For the 26 million low-wage workers in the U.S.—disproportionately immigrants, women, and people of color—data rights are virtually nonexistent. Scholars have examined how platform companies wield algorithms to oppress workers, the political economy of broad-based workplace technological change, and examined how U.S. privacy law is insufficient to address these issues. One scholar describes the legal landscape as an awkward split between privacy and intellectual property rights, with workers losing out on both ends. Others sound the alarm about data mining practices that enable employers and other entities to infer personal and sensitive information from workers beyond what is directly observable.

Professor Seema N. Patel introduces a new account of the political economy of low-wage worker datafication, showing how gaps, misalignments, and legal doctrine actively facilitate the large-scale extraction, governance, and commodification of low-wage worker data. It explores what (if any) rights workers might claim in the data generated through their labor, and whether current legal frameworks—rooted primarily in individual contracts and managerial prerogative—offer any recourse in this technological era. Absent meaningful guardrails or governance mechanisms, the extraction and exploitation of worker data risks deepening existing power imbalances, with profound implications for privacy, dignity, and autonomy—and for the broader political economy.

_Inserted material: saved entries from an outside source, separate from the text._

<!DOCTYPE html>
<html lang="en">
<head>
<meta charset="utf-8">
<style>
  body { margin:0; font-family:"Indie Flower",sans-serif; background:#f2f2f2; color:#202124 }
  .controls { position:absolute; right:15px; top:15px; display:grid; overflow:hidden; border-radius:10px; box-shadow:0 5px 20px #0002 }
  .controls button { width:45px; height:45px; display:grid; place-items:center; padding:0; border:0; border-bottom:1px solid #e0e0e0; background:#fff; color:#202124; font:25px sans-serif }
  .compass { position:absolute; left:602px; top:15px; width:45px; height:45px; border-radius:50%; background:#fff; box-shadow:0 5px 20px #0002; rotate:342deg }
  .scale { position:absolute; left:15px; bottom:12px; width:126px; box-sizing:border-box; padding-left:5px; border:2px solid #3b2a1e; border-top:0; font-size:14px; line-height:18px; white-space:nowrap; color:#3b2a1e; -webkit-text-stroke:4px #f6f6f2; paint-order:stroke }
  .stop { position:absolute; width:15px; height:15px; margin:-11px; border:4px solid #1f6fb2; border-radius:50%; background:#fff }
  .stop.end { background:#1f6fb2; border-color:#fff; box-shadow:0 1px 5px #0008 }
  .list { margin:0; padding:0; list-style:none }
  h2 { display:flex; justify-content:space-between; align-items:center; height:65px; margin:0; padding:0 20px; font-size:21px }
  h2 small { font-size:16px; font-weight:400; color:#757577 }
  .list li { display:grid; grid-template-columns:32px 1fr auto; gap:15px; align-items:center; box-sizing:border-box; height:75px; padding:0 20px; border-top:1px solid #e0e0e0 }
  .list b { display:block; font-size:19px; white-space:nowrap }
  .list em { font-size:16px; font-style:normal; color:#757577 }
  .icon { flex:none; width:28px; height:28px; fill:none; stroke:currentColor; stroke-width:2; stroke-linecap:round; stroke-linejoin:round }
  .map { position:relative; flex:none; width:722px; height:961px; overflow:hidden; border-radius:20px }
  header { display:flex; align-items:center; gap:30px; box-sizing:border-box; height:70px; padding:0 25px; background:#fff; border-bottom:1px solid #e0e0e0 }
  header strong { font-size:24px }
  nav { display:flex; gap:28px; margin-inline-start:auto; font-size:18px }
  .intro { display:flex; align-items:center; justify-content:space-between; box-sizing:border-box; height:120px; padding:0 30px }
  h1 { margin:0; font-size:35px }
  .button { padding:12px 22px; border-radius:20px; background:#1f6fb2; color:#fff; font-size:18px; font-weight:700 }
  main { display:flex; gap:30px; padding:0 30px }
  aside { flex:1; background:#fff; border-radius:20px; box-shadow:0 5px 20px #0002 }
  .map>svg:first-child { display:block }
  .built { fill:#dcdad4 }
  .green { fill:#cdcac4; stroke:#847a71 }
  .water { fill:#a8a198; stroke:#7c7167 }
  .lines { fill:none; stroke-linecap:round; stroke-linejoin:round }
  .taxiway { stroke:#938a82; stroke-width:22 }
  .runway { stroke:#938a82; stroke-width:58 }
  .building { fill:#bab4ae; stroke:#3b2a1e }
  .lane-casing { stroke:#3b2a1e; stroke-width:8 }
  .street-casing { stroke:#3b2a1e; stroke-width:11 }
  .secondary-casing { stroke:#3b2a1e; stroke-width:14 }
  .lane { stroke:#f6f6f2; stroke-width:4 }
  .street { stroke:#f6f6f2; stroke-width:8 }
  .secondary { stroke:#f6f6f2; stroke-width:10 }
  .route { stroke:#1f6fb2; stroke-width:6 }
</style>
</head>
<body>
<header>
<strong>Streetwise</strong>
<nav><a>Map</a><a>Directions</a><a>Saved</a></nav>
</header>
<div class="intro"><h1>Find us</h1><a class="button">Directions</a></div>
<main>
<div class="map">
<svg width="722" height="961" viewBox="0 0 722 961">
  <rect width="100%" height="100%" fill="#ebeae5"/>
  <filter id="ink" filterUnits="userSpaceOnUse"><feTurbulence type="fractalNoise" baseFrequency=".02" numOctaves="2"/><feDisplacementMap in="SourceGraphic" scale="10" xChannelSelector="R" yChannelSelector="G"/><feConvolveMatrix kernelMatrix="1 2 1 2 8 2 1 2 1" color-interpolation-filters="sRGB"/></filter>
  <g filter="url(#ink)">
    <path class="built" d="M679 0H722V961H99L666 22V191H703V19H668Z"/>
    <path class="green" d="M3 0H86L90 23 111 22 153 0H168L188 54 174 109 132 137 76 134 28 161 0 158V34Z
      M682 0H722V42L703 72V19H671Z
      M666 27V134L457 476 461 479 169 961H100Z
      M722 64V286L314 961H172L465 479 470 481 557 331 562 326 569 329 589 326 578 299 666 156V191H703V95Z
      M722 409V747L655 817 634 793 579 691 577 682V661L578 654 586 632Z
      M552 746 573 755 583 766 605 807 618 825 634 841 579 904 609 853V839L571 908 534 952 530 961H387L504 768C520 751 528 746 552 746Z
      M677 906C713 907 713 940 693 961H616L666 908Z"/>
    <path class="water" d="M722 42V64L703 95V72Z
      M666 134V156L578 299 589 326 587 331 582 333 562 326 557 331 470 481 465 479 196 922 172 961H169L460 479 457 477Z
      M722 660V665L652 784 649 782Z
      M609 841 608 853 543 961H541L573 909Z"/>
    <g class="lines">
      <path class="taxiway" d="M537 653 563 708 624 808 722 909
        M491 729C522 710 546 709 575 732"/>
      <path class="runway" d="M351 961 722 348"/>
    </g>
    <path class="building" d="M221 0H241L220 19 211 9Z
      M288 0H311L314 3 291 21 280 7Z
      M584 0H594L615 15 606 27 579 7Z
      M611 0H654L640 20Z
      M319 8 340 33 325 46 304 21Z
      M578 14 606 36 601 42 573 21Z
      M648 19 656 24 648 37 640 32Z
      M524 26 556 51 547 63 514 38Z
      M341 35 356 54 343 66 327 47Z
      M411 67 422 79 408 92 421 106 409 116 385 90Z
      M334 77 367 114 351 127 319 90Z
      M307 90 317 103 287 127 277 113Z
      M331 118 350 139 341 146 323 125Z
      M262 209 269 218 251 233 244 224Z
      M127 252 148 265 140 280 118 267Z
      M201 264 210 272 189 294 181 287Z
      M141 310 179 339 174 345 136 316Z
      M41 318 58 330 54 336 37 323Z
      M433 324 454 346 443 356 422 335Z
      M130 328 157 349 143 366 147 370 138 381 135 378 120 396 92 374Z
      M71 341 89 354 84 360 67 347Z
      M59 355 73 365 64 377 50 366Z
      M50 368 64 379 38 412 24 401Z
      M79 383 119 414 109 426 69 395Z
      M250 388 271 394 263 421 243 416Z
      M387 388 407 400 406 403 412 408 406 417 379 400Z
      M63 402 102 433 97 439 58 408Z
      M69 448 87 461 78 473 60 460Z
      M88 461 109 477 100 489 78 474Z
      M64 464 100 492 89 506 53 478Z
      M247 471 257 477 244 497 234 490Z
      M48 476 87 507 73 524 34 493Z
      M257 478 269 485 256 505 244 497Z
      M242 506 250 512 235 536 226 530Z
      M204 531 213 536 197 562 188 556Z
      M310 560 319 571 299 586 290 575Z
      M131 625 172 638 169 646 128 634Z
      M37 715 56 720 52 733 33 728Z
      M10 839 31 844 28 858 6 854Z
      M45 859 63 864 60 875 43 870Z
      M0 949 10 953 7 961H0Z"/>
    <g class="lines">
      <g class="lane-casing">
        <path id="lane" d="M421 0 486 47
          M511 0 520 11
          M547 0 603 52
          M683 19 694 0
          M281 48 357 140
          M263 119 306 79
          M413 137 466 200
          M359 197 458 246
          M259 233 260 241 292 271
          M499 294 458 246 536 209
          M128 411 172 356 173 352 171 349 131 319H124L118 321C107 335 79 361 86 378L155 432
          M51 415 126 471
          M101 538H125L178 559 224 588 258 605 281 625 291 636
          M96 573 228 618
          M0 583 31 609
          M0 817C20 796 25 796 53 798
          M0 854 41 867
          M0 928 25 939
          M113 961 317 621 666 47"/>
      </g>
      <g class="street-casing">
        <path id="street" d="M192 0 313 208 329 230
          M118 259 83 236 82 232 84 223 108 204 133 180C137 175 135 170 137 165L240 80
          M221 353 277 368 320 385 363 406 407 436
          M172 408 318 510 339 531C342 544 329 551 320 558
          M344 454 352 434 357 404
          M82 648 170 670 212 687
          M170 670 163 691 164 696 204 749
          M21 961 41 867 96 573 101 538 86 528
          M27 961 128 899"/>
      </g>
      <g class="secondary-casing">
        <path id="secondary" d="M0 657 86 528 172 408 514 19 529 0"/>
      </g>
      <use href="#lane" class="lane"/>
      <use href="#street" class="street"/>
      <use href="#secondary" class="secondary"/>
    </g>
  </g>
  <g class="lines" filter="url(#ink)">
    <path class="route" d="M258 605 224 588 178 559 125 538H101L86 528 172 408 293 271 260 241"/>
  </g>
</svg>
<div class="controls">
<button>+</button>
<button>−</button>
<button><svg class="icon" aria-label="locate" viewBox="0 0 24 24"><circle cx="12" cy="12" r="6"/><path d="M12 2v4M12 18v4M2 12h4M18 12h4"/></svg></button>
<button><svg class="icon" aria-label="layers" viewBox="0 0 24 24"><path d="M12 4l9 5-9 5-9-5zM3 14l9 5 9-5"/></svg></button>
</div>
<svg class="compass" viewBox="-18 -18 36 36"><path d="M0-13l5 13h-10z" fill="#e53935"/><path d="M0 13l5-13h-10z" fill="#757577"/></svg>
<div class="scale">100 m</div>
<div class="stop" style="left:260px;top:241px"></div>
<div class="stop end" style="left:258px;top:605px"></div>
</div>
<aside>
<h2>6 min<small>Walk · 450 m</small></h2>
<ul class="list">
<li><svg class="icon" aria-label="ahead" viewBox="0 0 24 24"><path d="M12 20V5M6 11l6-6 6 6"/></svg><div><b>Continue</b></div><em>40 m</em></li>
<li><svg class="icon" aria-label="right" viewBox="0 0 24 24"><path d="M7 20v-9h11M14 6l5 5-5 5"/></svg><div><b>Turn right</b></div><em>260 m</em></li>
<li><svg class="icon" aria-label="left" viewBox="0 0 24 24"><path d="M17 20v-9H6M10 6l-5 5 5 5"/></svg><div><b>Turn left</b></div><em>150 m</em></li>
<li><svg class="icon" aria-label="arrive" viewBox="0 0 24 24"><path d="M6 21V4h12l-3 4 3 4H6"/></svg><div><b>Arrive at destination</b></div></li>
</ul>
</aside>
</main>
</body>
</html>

Professor Patel’s research and scholarship cover a wide range of fields, from work law and technology, social movements, employment law, and labor law to state and local government law and administrative law. Combining legal analysis with qualitative research methodologies, her research captures the economic and socio-legal needs of low-wage workers, including the human dynamics of the state-worker relationship, the effect of workplace technological developments on economic policy and the workforce, and the role of institutional and individual actors in that project. Drawing on her years of litigation, policy advocacy, organizing, and teaching experience, including extensive collaboration with workers, labor unions, and worker centers, Professor Patel’s research informs critical interventions that address the rapidly changing landscape of work law. Her work has been published in California Law Review, Harvard Law & Policy Review, Maryland Law Review, and the Berkeley Journal of Employment & Labor Law (BJELL).